Top of SOURCE DATA
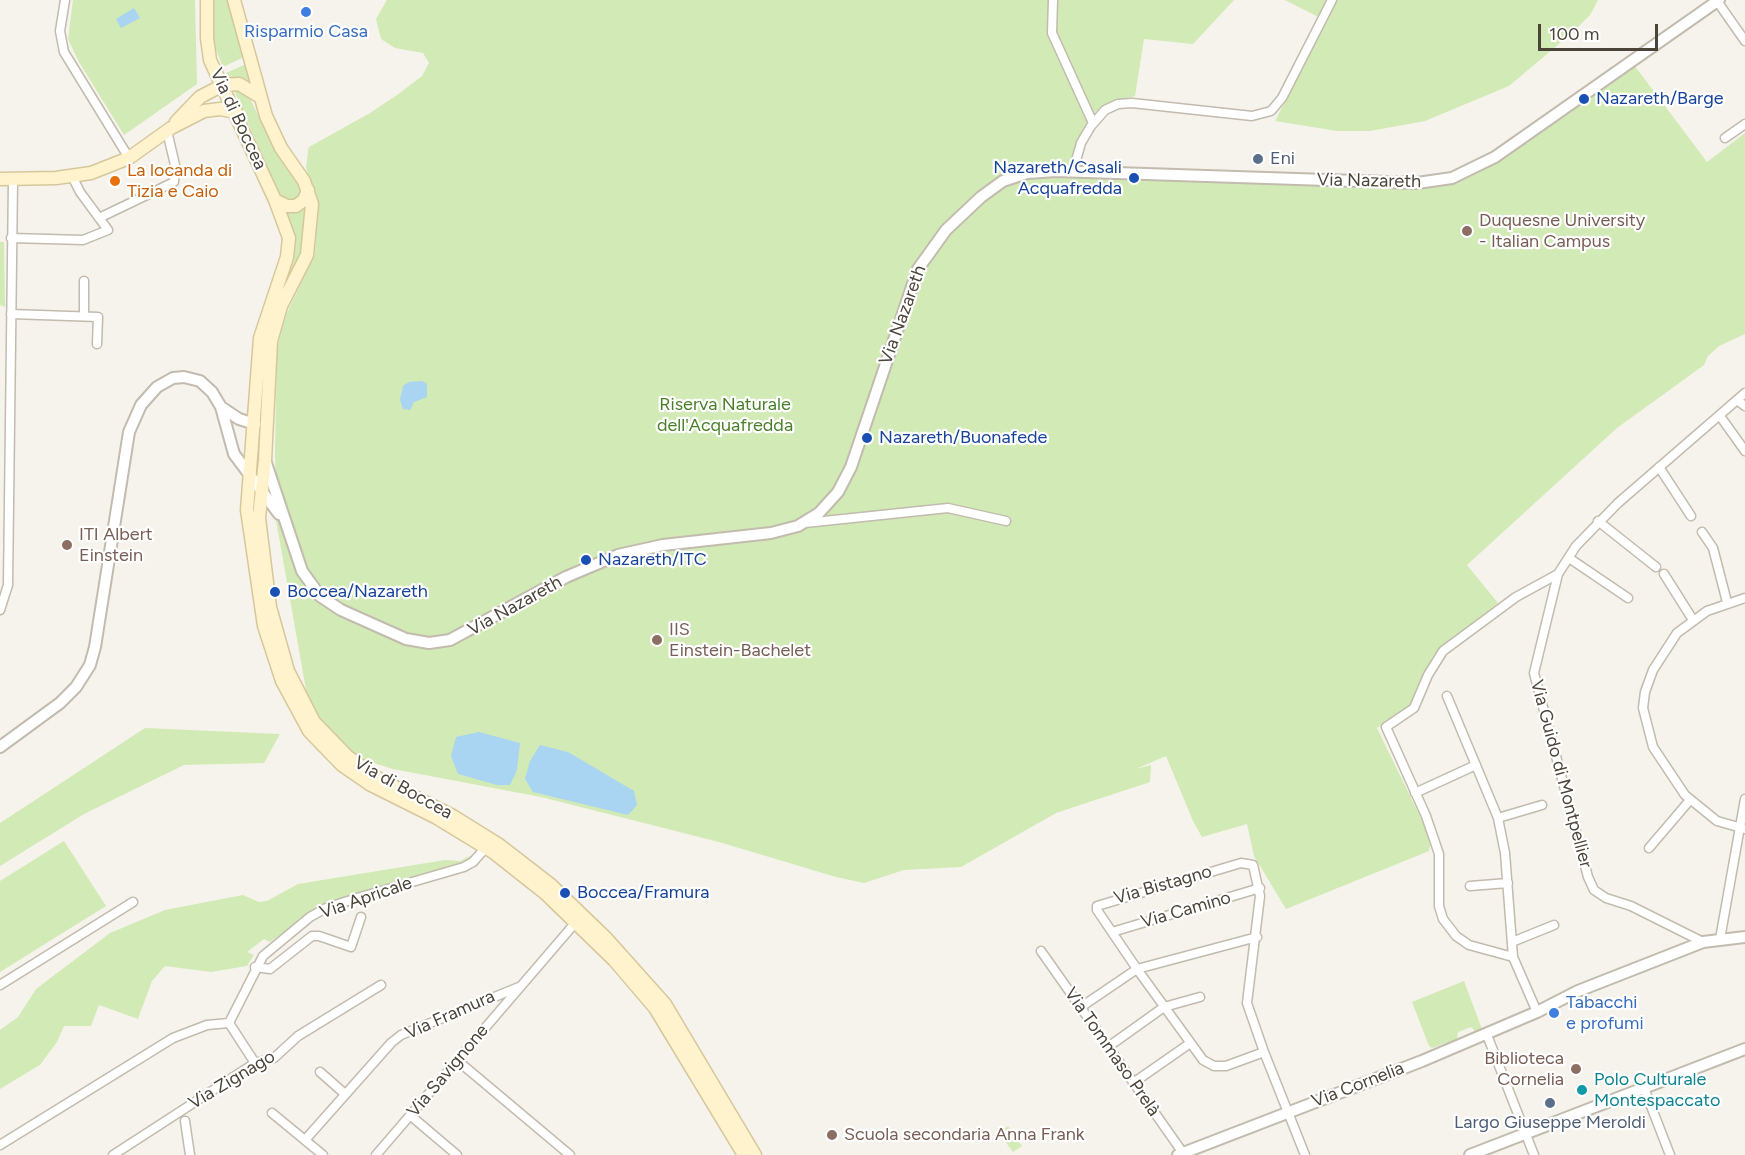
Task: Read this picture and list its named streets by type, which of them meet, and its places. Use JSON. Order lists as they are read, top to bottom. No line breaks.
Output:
{"streets":{"main road":["Via di Boccea"],"street":["Via Nazareth","Via Guido di Montpellier","Via Bistagno","Via Apricale","Via Camino","Via Framura","Via Tommaso Prelà","Via Savignone","Via Zignago","Via Cornelia"]},"crossings":[["Via di Boccea","Via Nazareth"],["Via di Boccea","Via Apricale"],["Via di Boccea","Via Framura"],["Via Guido di Montpellier","Via Cornelia"],["Via Bistagno","Via Camino"],["Via Framura","Via Savignone"],["Via Tommaso Prelà","Via Cornelia"]],"parks":["Riserva Naturale dell'Acquafredda"],"places":["Risparmio Casa","Nazareth/Barge","Eni","Nazareth/Casali Acquafredda","La locanda di Tizia e Caio","Duquesne University - Italian Campus","Nazareth/Buonafede","ITI Albert Einstein","Nazareth/ITC","Boccea/Nazareth","IIS Einstein-Bachelet","Boccea/Framura","Tabacchi e profumi","Biblioteca Cornelia","Polo Culturale Montespaccato","Largo Giuseppe Meroldi","Scuola secondaria Anna Frank"],"scale_bar":"100 m"}
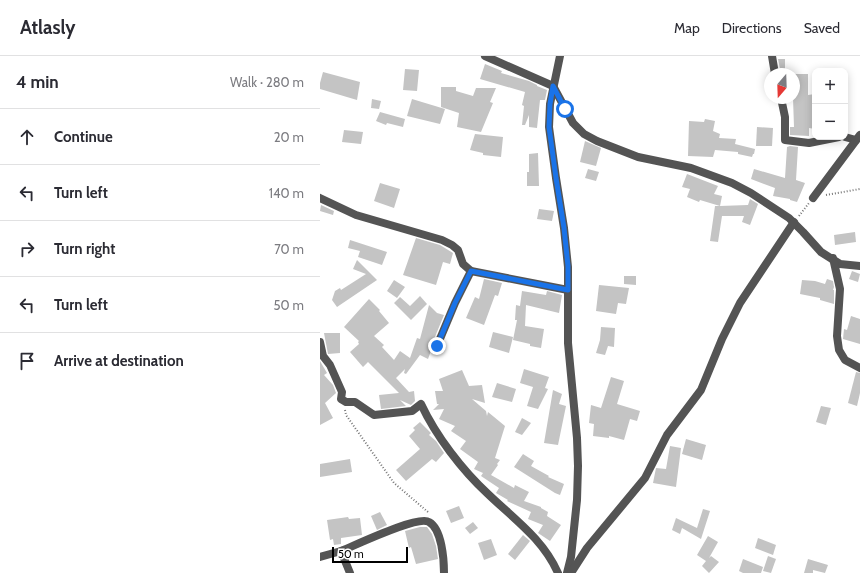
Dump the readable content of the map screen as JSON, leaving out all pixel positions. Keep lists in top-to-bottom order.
{
  "scale_bar": "50 m",
  "north": "bottom",
  "page": {
    "header": "Atlasly",
    "nav": ["Map", "Directions", "Saved"],
    "heading": ["4 min", "Walk · 280 m"],
    "map_buttons": ["+", "−"],
    "list": [
      ["Continue", "20 m"],
      ["Turn left", "140 m"],
      ["Turn right", "70 m"],
      ["Turn left", "50 m"],
      "Arrive at destination"
    ],
    "scale": "50 m"
  }
}
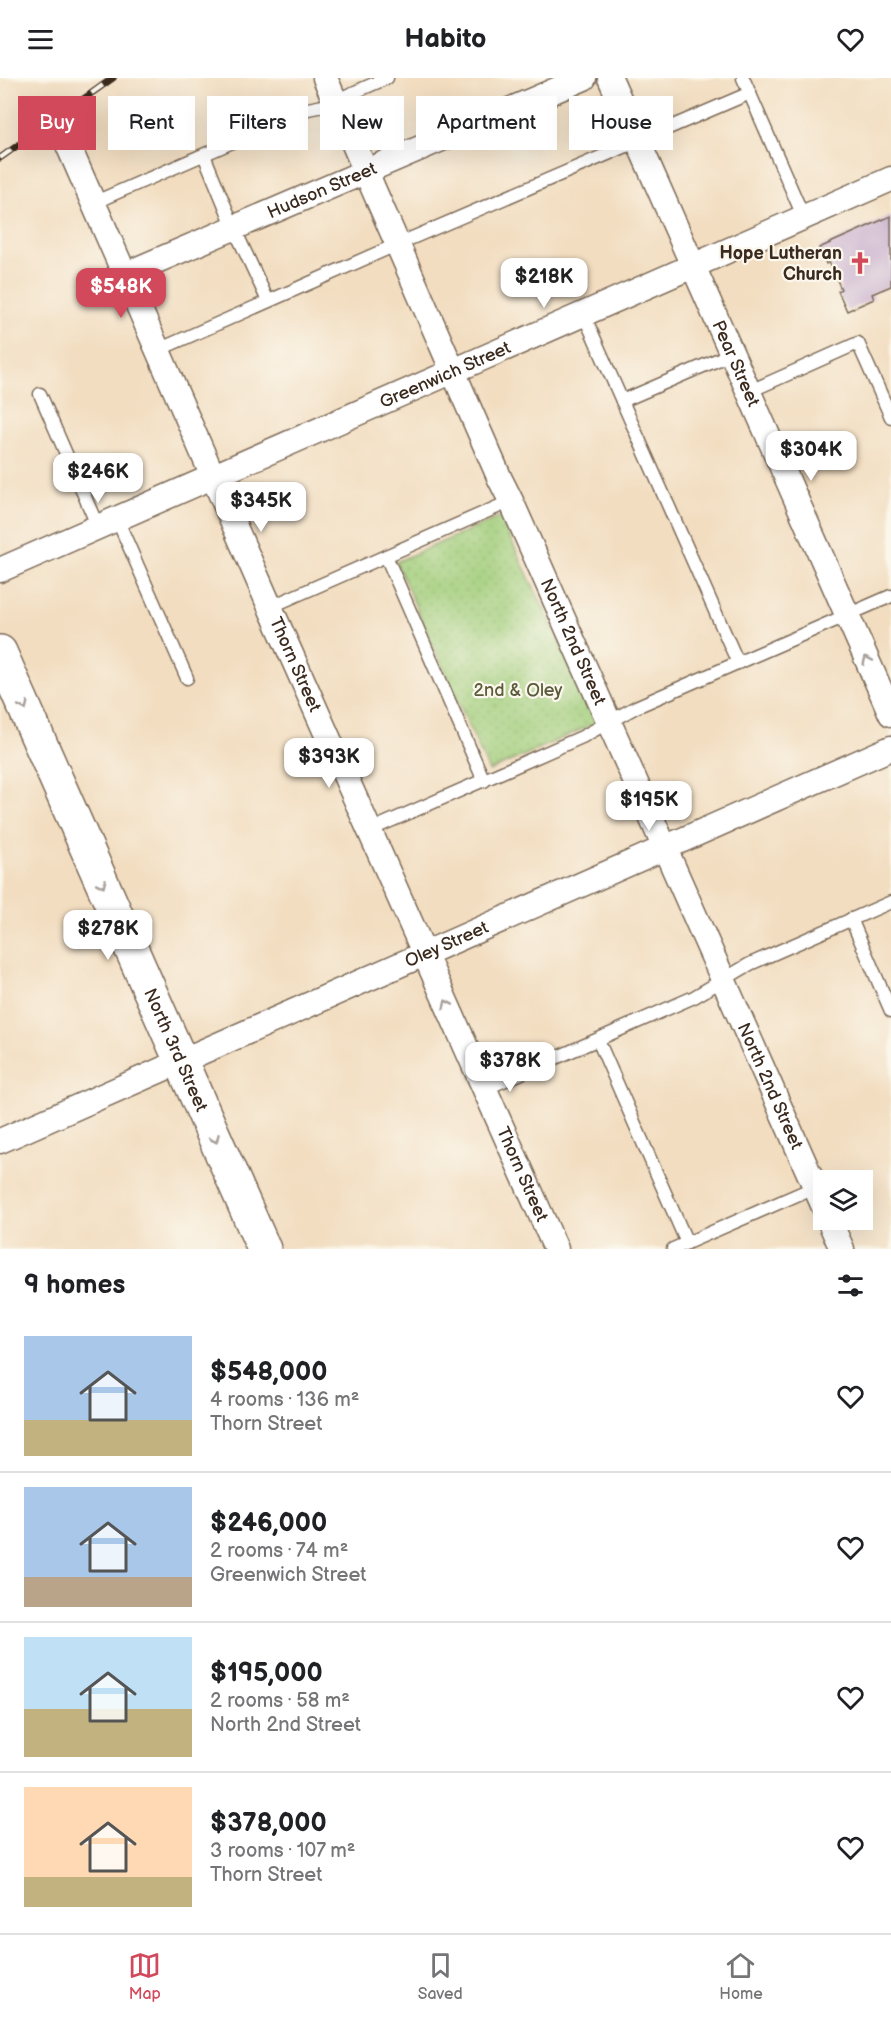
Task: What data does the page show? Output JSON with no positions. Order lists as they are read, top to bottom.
{
  "streets": {
    "street": [
      "Hudson Street",
      "Pear Street",
      "Greenwich Street",
      "North 2nd Street",
      "Thorn Street",
      "Oley Street",
      "North 3rd Street"
    ]
  },
  "crossings": [
    ["Hudson Street", "North 2nd Street"],
    ["Hudson Street", "Thorn Street"],
    ["Pear Street", "Greenwich Street"],
    ["Greenwich Street", "North 2nd Street"],
    ["Greenwich Street", "Thorn Street"],
    ["North 2nd Street", "Oley Street"],
    ["Thorn Street", "Oley Street"],
    ["Oley Street", "North 3rd Street"]
  ],
  "one_way": ["North 3rd Street"],
  "parks": ["2nd & Oley"],
  "places": {
    "church": ["Hope Lutheran Church"]
  },
  "page": {
    "header": "Habito",
    "chip": [
      "Buy",
      "Rent",
      "Filters",
      "New",
      "Apartment",
      "House"
    ],
    "price": [
      "$218K",
      "$548K",
      "$304K",
      "$246K",
      "$345K",
      "$393K",
      "$195K",
      "$278K",
      "$378K"
    ],
    "heading": "9 homes",
    "list": [
      {
        "name": "$548,000",
        "note": "4 rooms · 136 m² · Thorn Street"
      },
      {
        "name": "$246,000",
        "note": "2 rooms · 74 m² · Greenwich Street"
      },
      {
        "name": "$195,000",
        "note": "2 rooms · 58 m² · North 2nd Street"
      },
      {
        "name": "$378,000",
        "note": "3 rooms · 107 m² · Thorn Street"
      }
    ],
    "tabs": ["Map", "Saved", "Home"]
  }
}
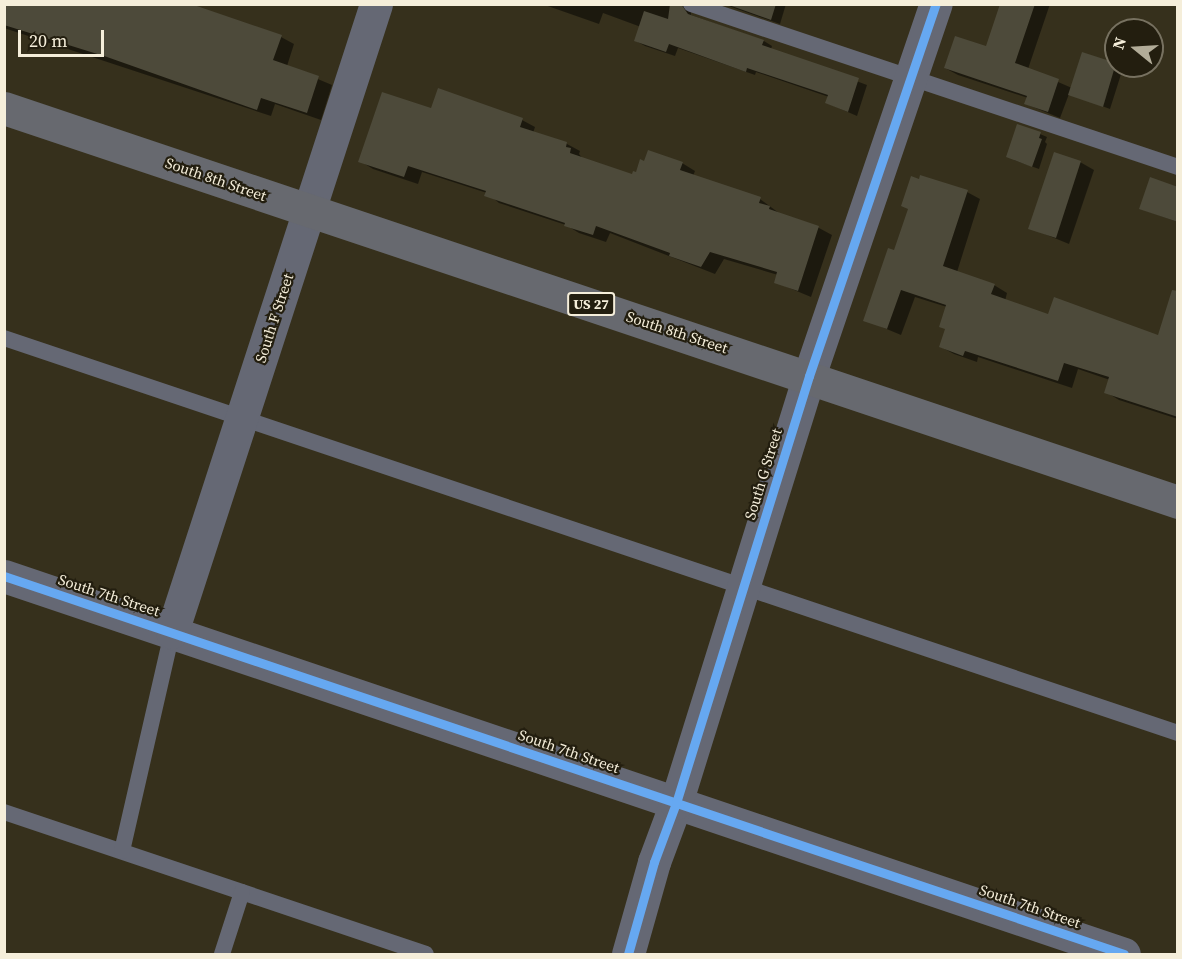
Bottom of SOURCE DATA
> ACTIVITY
Repeat each line word for word, from the one with "Dump the readable" down to the last line of the data, and keep the pictures out of it.

> SOLUTION FOR THIS EXERCISE
Dump the readable content of the map screen as JSON, leaving out all pixel positions. Keep lists in top-to-bottom order.
{
  "scale_bar": "50 m",
  "north": "bottom",
  "page": {
    "header": "Atlasly",
    "nav": ["Map", "Directions", "Saved"],
    "heading": ["4 min", "Walk · 280 m"],
    "map_buttons": ["+", "−"],
    "list": [
      ["Continue", "20 m"],
      ["Turn left", "140 m"],
      ["Turn right", "70 m"],
      ["Turn left", "50 m"],
      "Arrive at destination"
    ],
    "scale": "50 m"
  }
}
Task: What data does the page show? Output JSON with no positions. Order lists as they are read, top to bottom.
{
  "streets": {
    "street": [
      "Hudson Street",
      "Pear Street",
      "Greenwich Street",
      "North 2nd Street",
      "Thorn Street",
      "Oley Street",
      "North 3rd Street"
    ]
  },
  "crossings": [
    ["Hudson Street", "North 2nd Street"],
    ["Hudson Street", "Thorn Street"],
    ["Pear Street", "Greenwich Street"],
    ["Greenwich Street", "North 2nd Street"],
    ["Greenwich Street", "Thorn Street"],
    ["North 2nd Street", "Oley Street"],
    ["Thorn Street", "Oley Street"],
    ["Oley Street", "North 3rd Street"]
  ],
  "one_way": ["North 3rd Street"],
  "parks": ["2nd & Oley"],
  "places": {
    "church": ["Hope Lutheran Church"]
  },
  "page": {
    "header": "Habito",
    "chip": [
      "Buy",
      "Rent",
      "Filters",
      "New",
      "Apartment",
      "House"
    ],
    "price": [
      "$218K",
      "$548K",
      "$304K",
      "$246K",
      "$345K",
      "$393K",
      "$195K",
      "$278K",
      "$378K"
    ],
    "heading": "9 homes",
    "list": [
      {
        "name": "$548,000",
        "note": "4 rooms · 136 m² · Thorn Street"
      },
      {
        "name": "$246,000",
        "note": "2 rooms · 74 m² · Greenwich Street"
      },
      {
        "name": "$195,000",
        "note": "2 rooms · 58 m² · North 2nd Street"
      },
      {
        "name": "$378,000",
        "note": "3 rooms · 107 m² · Thorn Street"
      }
    ],
    "tabs": ["Map", "Saved", "Home"]
  }
}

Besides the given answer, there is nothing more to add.